Wherever a picture appears in the data below, omit it, and restate everything else word for word.

***

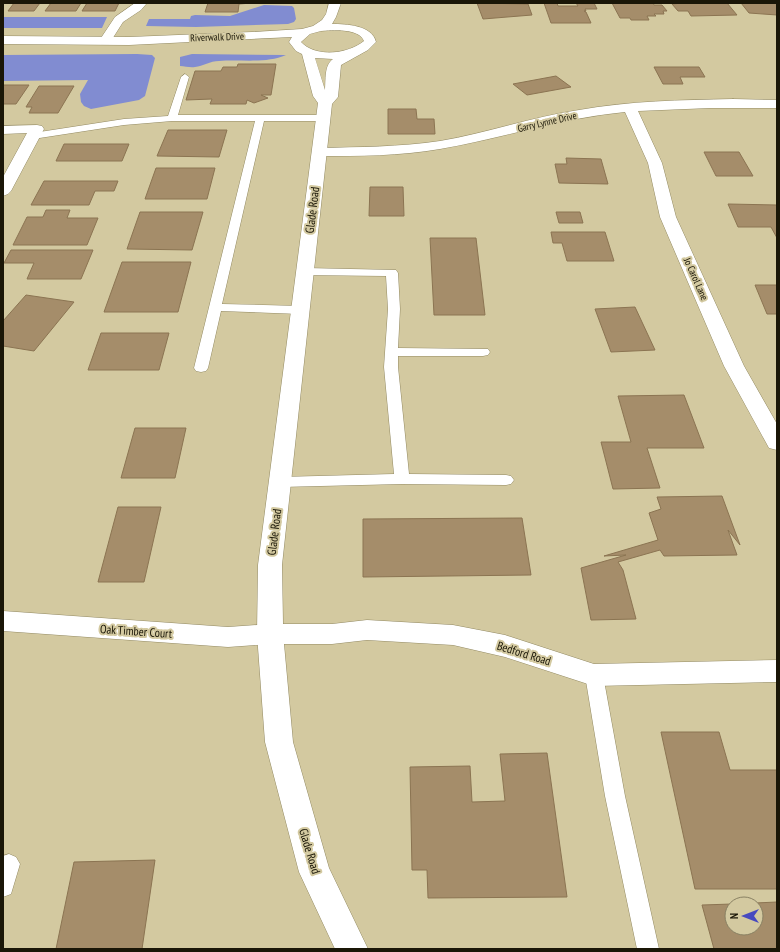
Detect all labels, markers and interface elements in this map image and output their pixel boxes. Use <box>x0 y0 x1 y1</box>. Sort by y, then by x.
street label: Riverwalk Drive <box>190 30 244 44</box>
street label: Garry Lynne Drive <box>516 109 578 135</box>
street label: Glade Road <box>302 186 322 234</box>
street label: Jo Carol Lane <box>680 255 711 302</box>
street label: Glade Road <box>264 508 284 556</box>
street label: Oak Timber Court <box>99 621 173 641</box>
street label: Bedford Road <box>495 638 553 668</box>
street label: Glade Road <box>296 826 324 876</box>
north arrow <box>724 896 764 936</box>
text: N <box>727 913 741 919</box>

***

[Result]
Detect all labels, markers and interface elements in this map image and output their pixel boxes. Use <box>x0 y0 x1 y1</box>. Sort by y, then by x.
street label: Riverwalk Drive <box>190 30 244 44</box>
street label: Garry Lynne Drive <box>516 109 578 135</box>
street label: Glade Road <box>302 186 322 234</box>
street label: Jo Carol Lane <box>680 255 711 302</box>
street label: Glade Road <box>264 508 284 556</box>
street label: Oak Timber Court <box>99 621 173 641</box>
street label: Bedford Road <box>495 638 553 668</box>
street label: Glade Road <box>296 826 324 876</box>
north arrow <box>724 896 764 936</box>
text: N <box>727 913 741 919</box>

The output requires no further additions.